> [DATASET CONTENT]
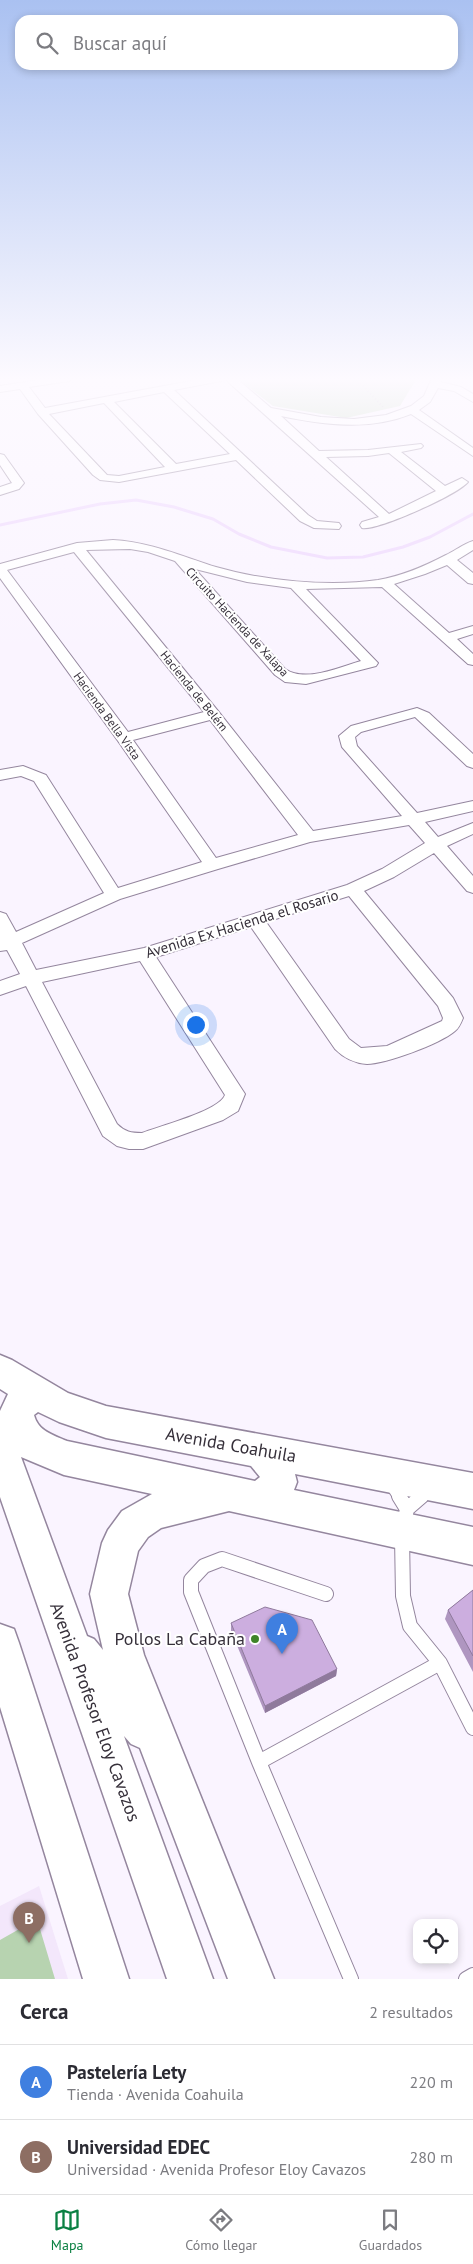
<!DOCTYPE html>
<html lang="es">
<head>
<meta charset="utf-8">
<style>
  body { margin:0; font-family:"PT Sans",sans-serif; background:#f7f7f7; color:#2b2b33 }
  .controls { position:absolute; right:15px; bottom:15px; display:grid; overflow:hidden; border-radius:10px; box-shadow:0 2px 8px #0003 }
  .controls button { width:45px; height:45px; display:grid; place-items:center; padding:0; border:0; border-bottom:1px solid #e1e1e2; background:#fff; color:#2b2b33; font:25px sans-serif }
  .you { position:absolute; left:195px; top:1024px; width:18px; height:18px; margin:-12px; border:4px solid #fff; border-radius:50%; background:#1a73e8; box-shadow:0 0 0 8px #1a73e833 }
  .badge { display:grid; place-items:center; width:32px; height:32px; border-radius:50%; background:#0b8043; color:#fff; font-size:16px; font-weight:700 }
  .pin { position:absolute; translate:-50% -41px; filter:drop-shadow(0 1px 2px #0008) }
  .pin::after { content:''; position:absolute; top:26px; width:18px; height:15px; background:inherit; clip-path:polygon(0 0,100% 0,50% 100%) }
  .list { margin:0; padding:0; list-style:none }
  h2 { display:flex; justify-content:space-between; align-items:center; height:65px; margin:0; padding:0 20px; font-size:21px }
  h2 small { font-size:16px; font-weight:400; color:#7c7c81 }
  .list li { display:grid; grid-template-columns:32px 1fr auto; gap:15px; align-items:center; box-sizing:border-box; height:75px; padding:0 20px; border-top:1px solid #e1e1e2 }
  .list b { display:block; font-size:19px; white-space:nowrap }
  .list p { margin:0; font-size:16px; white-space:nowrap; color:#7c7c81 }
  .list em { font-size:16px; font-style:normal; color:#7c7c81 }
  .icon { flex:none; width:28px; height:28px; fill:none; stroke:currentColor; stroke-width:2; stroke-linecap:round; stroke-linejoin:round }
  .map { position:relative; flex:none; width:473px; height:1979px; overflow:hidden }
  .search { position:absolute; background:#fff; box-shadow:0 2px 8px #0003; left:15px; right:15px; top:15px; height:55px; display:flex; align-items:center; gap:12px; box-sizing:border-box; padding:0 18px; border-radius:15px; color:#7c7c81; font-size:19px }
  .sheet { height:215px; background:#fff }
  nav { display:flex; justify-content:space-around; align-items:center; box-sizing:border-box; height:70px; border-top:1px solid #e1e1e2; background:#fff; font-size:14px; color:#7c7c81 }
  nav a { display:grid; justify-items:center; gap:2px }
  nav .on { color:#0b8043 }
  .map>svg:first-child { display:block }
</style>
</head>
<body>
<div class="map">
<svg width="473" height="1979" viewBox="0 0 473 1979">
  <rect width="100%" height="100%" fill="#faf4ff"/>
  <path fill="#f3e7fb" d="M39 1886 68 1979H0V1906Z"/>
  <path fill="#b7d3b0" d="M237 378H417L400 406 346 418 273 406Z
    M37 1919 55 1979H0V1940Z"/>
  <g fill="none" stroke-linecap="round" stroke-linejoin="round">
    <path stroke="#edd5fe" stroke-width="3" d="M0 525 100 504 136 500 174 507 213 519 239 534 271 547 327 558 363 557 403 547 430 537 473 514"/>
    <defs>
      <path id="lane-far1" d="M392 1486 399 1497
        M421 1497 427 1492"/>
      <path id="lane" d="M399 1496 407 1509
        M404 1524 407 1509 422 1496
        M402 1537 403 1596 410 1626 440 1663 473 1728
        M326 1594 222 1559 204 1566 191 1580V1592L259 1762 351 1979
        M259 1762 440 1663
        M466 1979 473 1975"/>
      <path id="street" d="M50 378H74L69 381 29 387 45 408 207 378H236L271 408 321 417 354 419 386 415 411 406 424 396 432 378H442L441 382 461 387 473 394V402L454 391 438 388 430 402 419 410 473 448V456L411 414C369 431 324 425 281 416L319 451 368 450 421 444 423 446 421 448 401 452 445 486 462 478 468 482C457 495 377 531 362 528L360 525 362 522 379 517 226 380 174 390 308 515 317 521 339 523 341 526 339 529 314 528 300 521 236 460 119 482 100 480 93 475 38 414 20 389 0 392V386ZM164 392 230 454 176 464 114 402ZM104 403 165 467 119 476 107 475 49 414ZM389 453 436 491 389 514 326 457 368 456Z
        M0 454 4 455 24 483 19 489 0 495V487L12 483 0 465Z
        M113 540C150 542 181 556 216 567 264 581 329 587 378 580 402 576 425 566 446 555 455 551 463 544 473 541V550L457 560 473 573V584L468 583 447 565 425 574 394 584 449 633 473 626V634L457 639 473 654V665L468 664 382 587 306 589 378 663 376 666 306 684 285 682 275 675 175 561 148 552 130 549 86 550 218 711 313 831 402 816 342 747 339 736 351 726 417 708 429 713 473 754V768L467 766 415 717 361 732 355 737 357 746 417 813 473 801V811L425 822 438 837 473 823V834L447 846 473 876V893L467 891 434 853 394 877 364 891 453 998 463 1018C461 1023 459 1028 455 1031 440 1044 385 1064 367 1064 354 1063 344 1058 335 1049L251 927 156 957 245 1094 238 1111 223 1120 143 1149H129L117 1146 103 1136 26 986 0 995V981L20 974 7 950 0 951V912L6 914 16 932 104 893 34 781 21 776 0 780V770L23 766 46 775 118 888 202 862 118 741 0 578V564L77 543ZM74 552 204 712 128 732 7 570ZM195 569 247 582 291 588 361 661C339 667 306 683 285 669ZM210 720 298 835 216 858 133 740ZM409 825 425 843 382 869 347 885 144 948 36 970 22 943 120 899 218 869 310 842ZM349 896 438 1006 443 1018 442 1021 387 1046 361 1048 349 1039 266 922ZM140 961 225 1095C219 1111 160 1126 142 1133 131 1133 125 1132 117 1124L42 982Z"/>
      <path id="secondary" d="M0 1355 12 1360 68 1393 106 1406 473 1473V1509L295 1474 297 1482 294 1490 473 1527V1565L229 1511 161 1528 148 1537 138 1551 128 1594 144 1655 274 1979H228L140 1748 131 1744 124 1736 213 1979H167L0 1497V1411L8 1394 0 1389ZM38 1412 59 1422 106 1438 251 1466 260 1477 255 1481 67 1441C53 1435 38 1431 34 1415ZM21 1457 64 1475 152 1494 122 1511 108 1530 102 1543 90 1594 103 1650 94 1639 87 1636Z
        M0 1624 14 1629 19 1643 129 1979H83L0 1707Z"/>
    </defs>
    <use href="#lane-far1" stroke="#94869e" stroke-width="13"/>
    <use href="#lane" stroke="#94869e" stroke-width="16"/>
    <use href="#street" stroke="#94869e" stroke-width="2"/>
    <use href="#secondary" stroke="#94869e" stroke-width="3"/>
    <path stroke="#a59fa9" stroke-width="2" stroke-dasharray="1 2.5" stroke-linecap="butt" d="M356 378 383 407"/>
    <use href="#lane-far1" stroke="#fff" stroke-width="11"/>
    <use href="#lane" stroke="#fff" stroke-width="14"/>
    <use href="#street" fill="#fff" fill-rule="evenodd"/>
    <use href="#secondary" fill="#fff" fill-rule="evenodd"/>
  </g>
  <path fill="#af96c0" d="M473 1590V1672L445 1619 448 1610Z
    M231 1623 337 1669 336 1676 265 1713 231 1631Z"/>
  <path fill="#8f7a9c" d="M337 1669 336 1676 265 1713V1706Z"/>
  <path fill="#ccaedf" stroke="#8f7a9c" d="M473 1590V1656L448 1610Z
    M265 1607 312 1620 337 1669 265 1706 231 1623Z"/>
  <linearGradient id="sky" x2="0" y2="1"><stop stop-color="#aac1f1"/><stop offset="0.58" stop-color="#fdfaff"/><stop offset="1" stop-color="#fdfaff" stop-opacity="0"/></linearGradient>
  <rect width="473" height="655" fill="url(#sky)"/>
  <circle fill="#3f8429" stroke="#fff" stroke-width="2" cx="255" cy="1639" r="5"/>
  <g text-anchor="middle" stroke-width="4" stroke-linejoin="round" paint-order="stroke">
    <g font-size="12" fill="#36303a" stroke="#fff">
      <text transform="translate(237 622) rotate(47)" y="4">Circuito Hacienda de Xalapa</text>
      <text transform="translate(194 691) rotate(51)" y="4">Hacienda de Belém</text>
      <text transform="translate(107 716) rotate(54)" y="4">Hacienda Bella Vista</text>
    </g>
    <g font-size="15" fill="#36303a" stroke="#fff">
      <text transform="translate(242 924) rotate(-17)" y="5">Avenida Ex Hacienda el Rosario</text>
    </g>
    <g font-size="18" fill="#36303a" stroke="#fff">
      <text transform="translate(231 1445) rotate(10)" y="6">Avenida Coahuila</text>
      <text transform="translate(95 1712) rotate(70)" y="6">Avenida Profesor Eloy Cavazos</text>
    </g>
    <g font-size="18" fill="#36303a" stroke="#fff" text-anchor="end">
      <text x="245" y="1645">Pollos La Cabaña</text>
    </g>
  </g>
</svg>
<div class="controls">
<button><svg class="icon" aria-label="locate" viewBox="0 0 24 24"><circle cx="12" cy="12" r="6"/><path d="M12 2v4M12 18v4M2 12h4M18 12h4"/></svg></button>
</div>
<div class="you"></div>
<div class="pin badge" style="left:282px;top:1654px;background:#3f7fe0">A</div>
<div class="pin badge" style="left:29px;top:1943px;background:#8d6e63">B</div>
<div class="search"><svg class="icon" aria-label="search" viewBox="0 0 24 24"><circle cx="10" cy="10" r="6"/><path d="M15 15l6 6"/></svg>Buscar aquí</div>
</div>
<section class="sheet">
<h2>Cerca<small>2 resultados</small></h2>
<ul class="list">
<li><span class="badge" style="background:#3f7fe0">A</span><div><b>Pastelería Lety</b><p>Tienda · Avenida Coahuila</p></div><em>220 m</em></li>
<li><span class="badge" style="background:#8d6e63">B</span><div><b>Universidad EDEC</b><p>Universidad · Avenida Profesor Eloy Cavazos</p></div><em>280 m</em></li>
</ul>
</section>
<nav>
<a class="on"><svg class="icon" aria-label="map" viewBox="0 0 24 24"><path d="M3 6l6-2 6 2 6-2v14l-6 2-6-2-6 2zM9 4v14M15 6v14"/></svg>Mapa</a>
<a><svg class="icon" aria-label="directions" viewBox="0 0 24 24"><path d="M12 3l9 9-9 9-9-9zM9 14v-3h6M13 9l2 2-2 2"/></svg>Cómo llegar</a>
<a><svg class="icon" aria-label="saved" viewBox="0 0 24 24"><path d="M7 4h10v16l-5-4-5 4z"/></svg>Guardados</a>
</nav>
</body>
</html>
--
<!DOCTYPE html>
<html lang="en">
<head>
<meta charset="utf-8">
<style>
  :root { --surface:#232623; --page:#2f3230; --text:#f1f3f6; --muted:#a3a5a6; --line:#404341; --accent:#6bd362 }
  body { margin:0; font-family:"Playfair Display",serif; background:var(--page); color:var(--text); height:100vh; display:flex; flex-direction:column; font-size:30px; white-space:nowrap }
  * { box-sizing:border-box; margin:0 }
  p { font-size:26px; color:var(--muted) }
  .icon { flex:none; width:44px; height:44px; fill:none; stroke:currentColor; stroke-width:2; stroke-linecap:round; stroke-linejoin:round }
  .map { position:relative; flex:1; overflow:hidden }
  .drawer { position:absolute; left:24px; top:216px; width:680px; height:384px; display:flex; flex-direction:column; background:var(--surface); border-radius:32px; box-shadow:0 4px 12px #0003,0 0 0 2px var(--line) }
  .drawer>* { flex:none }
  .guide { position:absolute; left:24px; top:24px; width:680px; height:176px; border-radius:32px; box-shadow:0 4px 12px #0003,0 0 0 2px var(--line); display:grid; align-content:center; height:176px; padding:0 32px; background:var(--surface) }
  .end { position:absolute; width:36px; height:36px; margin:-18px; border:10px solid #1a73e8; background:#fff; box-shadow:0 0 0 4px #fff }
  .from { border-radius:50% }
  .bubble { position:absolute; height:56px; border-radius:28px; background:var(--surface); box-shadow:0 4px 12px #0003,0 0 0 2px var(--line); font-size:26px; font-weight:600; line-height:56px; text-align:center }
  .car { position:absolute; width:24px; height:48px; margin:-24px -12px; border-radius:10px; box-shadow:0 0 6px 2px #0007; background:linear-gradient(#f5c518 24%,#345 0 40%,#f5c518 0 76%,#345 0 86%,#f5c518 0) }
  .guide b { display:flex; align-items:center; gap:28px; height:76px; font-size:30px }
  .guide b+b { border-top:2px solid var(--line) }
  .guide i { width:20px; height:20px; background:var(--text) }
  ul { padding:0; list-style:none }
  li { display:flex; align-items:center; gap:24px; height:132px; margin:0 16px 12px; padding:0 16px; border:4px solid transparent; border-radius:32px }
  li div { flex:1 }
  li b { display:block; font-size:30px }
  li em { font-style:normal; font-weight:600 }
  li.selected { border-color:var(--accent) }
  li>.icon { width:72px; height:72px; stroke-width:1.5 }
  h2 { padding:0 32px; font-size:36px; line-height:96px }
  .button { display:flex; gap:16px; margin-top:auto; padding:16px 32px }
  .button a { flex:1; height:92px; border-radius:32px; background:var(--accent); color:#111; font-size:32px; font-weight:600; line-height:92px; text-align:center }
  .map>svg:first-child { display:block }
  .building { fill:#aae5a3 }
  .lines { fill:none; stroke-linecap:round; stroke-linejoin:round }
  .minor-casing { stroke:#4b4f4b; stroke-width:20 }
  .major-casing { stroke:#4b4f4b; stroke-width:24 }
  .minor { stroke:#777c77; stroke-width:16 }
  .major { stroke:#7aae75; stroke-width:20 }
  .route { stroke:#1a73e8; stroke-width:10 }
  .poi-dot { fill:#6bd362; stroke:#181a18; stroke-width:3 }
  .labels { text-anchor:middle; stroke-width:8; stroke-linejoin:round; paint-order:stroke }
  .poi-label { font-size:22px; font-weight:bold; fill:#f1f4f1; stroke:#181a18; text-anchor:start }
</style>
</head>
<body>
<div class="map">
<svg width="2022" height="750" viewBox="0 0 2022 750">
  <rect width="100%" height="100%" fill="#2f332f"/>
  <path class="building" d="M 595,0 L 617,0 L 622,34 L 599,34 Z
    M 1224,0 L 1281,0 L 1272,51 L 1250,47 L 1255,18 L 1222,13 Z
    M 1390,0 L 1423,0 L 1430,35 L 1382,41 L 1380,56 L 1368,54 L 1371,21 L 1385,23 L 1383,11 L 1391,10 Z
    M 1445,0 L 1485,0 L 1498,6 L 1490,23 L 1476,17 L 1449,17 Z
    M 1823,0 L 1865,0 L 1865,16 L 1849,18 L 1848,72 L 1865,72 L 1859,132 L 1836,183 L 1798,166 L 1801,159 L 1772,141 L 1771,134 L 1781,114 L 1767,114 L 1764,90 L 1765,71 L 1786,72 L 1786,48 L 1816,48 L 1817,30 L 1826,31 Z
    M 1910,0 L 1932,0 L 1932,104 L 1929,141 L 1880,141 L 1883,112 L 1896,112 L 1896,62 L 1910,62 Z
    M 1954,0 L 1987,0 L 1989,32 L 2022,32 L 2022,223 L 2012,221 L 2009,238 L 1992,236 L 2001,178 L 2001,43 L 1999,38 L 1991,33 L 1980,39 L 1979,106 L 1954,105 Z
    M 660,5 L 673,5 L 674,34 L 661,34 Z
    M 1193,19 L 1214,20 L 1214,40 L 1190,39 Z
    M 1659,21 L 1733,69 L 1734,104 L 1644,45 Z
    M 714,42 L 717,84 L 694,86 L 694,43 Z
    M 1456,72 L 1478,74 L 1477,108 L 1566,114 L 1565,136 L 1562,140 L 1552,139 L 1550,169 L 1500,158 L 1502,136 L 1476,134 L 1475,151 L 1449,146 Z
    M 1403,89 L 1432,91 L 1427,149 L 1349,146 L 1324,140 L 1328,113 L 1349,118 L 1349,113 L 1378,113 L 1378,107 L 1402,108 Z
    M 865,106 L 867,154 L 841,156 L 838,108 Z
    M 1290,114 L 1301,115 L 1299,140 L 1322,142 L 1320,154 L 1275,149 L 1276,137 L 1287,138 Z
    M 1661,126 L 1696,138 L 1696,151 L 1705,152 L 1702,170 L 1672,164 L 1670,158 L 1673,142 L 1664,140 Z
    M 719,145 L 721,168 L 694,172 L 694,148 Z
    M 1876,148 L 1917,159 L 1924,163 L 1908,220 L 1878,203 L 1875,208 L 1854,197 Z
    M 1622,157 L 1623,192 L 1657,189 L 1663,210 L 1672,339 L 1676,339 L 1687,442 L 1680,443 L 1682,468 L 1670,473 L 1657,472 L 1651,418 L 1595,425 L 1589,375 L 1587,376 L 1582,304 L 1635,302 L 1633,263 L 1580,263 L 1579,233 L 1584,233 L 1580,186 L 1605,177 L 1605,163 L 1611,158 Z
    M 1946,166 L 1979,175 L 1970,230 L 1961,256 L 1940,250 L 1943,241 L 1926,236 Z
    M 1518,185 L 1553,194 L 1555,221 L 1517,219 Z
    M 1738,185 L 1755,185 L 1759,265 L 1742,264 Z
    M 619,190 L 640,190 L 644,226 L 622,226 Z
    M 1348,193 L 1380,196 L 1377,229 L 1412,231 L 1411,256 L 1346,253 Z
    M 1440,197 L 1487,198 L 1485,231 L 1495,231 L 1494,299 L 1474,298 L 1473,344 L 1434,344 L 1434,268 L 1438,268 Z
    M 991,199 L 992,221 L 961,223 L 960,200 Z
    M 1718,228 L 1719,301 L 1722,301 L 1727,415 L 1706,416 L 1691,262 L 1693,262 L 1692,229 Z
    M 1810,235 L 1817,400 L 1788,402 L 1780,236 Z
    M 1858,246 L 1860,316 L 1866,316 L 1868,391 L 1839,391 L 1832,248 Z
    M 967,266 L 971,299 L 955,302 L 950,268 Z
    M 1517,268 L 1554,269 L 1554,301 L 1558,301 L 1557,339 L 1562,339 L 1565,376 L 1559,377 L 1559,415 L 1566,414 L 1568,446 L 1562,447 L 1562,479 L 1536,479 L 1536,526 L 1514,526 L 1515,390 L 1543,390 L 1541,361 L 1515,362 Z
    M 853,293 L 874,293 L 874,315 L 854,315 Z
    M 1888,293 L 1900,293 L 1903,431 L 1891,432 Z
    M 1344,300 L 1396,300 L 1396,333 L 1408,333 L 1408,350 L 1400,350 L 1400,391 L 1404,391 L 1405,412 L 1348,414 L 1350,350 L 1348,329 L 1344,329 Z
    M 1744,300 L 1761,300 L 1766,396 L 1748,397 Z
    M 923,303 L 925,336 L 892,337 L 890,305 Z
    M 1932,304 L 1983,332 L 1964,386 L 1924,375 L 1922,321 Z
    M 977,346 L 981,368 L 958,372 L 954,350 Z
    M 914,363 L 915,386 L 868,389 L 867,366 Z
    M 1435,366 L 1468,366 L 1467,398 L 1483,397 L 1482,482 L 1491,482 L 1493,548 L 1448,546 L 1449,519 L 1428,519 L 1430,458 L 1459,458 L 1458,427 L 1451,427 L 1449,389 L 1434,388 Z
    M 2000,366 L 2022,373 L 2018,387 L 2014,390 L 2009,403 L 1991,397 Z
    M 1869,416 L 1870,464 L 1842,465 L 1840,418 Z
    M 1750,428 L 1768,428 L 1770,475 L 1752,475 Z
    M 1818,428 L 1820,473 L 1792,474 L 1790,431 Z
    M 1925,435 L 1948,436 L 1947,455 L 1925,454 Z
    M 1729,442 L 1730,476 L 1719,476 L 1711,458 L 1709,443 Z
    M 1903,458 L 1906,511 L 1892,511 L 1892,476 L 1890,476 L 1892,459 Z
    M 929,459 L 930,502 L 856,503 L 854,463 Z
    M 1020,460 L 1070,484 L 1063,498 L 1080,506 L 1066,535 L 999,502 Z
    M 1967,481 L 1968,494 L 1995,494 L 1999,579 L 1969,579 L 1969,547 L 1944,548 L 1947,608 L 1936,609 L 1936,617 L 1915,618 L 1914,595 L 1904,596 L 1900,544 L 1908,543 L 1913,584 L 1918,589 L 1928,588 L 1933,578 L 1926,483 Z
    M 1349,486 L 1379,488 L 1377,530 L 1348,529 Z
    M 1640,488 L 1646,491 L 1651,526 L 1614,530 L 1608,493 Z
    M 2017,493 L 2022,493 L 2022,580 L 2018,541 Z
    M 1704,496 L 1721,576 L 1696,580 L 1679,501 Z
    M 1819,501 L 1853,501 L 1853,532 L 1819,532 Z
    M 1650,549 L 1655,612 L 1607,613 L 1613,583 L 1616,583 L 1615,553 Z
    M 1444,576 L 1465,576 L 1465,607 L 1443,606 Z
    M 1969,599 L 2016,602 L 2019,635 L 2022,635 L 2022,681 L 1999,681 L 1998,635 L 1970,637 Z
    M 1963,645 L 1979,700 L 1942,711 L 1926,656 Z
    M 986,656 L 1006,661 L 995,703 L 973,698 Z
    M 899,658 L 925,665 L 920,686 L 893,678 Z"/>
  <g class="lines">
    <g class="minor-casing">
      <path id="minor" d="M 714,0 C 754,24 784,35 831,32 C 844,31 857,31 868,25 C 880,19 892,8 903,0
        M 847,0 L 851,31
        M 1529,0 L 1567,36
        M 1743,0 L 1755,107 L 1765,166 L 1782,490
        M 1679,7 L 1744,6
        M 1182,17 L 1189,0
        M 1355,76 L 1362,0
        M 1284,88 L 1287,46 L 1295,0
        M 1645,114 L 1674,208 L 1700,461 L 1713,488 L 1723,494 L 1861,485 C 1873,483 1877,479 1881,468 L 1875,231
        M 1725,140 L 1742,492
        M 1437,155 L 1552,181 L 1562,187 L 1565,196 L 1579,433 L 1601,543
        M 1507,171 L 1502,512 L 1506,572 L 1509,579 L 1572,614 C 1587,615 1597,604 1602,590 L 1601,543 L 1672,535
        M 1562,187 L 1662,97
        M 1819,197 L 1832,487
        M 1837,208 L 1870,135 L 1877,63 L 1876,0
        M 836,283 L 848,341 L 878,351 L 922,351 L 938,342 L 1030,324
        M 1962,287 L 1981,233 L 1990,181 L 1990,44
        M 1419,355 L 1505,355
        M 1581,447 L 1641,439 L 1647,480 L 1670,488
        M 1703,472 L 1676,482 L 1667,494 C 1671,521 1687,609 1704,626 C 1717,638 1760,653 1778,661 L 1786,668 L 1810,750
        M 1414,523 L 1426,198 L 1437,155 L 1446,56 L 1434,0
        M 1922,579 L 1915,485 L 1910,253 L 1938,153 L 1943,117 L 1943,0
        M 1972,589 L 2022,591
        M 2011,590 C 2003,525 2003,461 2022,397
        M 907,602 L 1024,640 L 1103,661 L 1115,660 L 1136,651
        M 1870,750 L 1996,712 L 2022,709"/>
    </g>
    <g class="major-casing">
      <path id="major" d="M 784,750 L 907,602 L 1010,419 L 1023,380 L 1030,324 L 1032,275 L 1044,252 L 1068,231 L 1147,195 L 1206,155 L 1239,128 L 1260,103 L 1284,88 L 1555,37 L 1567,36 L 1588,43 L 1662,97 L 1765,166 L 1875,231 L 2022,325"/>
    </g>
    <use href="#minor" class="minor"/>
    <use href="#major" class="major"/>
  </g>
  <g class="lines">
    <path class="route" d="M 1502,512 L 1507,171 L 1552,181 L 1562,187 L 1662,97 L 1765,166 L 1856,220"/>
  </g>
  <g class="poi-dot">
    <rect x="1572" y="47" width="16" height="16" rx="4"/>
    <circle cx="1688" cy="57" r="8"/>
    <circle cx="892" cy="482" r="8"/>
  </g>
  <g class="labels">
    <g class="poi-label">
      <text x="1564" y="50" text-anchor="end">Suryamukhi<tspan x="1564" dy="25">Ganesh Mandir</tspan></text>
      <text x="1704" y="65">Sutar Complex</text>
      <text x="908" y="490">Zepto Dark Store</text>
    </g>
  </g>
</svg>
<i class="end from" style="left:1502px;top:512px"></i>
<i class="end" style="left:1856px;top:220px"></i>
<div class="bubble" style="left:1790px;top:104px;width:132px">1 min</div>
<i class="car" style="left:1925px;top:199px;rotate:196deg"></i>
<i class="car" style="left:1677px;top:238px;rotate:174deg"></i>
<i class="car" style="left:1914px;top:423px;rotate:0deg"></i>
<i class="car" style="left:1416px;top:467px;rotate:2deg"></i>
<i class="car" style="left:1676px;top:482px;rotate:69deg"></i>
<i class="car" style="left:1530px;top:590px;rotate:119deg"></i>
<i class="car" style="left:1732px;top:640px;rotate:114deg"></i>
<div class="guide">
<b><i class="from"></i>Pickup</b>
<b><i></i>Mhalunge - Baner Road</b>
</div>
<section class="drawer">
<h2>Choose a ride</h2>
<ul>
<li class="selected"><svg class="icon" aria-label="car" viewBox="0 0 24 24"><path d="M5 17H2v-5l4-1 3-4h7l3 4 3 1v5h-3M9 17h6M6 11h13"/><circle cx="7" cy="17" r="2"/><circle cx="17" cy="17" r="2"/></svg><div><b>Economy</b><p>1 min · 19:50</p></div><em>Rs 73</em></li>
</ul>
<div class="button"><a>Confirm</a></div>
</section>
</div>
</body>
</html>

> [TASK GOAL] Your answer should be all lines from the data that contain "white".

> [ANSWER TO THE EXERCISE]
  .list b { display:block; font-size:19px; white-space:nowrap }
  .list p { margin:0; font-size:16px; white-space:nowrap; color:#7c7c81 }
  body { margin:0; font-family:"Playfair Display",serif; background:var(--page); color:var(--text); height:100vh; display:flex; flex-direction:column; font-size:30px; white-space:nowrap }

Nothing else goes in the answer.